La risposta è… bho?! Personalmente ho apprezzato questi tredici capitoli, l’idea di base, l’ambientazione del periodo Taisho, i sempre graditi yokai, ma è davvero difficile giudicare già da ora se questo manga potrà evolversi in qualcosa di particolarmente riuscito o se resterà un’opera buona ma non imperdibile (a meno che non siate fan sfegatati della sensei e un suo manga non ve lo perdereste comunque). Per quanto poi mi abbiano fatto una buona impressione i protagonisti, spero che il gruppo si allarghi e che aumentino le interazioni, in modo che i personaggi possano crescere e cambiare, altrimenti è davvero difficile empatizzare con loro e affezionarvici (con lo squattrinato e sfigatissimo Rinne era decisamente semplice). Conoscendo la Takahashi però, credo che amplierà il party e ci riserverà qualche gradita sorpresa.
Ma soprattutto, stavolta riuscirà a metterci un po’ più di romanticismo? O continuerà a farci soffrire come in Rinne?

A chi si rivolge dunque MAO? Sinceramente non so se questo manga subirà la stessa sorte di Inuyasha e farà conoscere la sensei a nuove ondate di lettori alle prime armi, non succederà certo senza un anime, ma indipendentemente da quello, la Takahashi ha uno stile narrativo che resta sempre fedele a se stesso con il passare degli anni, e che non è certo quello che può attrarre un giovane lettore come può invece fare uno shonen di Jump. Forse, anche in maniera consapevole, la Takahashi si rivolge principalmente ad un pubblico più adulto del target di riferimento di Shonen Sunday, quindi ai suoi lettori più fedeli e datati.
 

 
Da grande fan della mangaka, probabilmente influenzata dall’amore per ogni sua creazione, vedo in MAO una storia dal buon potenziale, certamente adatta a chi non è mai stanco di viaggi nel tempo, yokai e “mezzi” qualcosa. Ma soprattutto vedo un'autrice che, nonostante gli anni, continua a lavorare con amore e cura e il cui uso continuo di stereotipi e cliché non è pigrizia ma utilizzo consapevole dei suoi punti forti.

Possiamo dire che con il tempo la Takahashi abbia perso un po' di vena creativa e usi idee un po' sbiadite? Forse sì, forse no, per qualcuno sarà assolutamente vero, per altri assolutamente falso.

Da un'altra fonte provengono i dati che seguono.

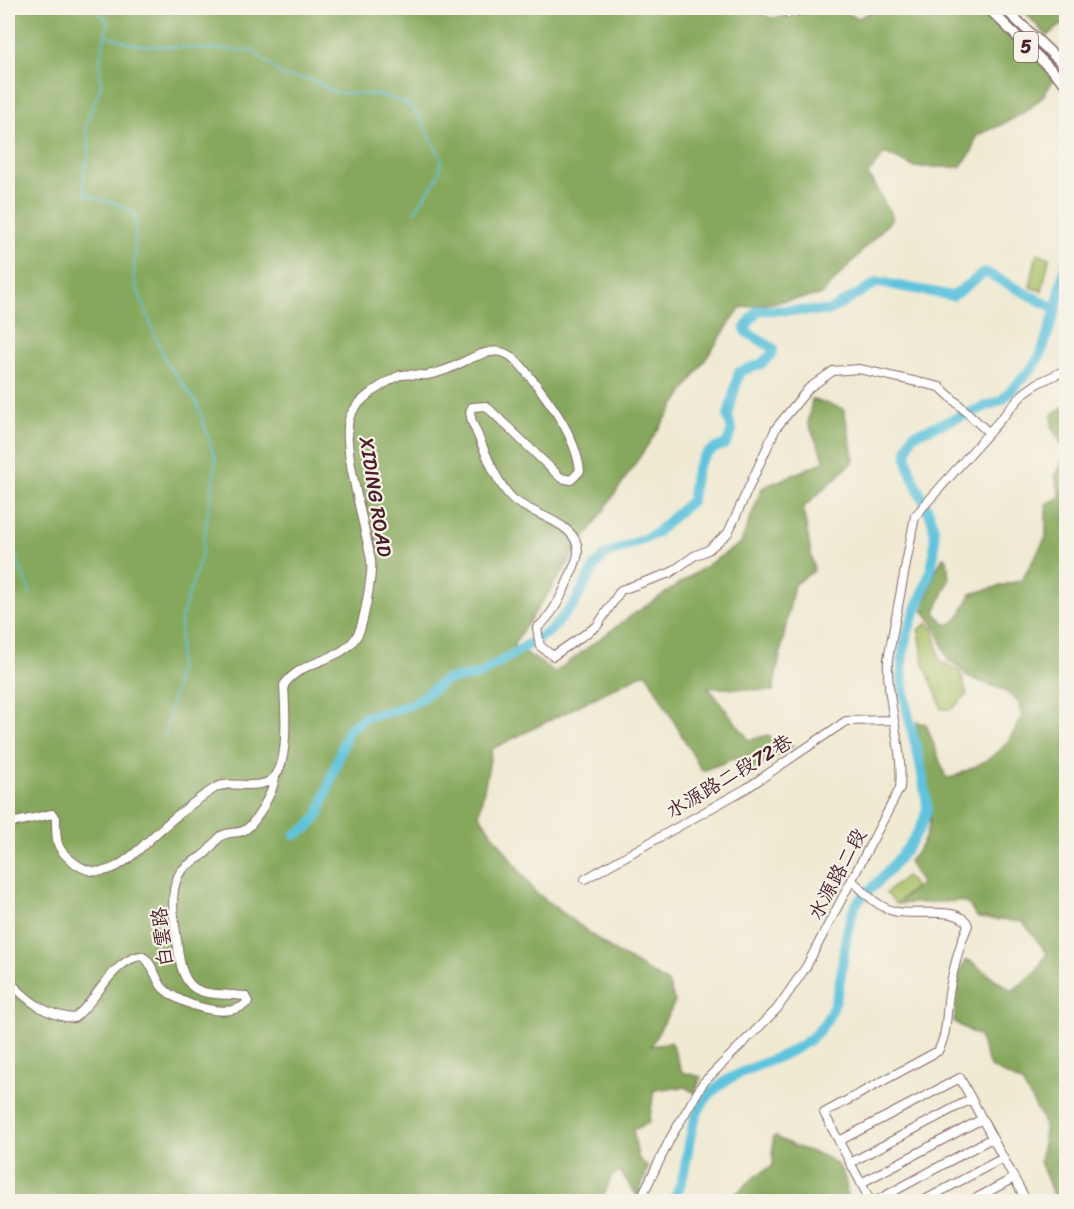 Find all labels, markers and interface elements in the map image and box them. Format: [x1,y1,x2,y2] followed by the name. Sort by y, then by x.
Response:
[1014,32,1038,62] road number: 5
[349,434,402,560] street label: XIDING ROAD
[659,724,800,828] street label: 水源路二段72巷
[799,822,876,927] street label: 水源路二段
[141,904,184,969] street label: 白雲路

A me non importa giudicare il cervello di una mangaka che ha fatto storia, i suoi manga sono qui, alla portata di tutti e al contempo di nessuno che non li gradisca. Anche se l'idea è che la Takahashi non sia più quella di un tempo, personalmente non le negherei mai una possibilità, anche perché finora, seppur con alti e (pochi) bassi, non mi ha mai delusa.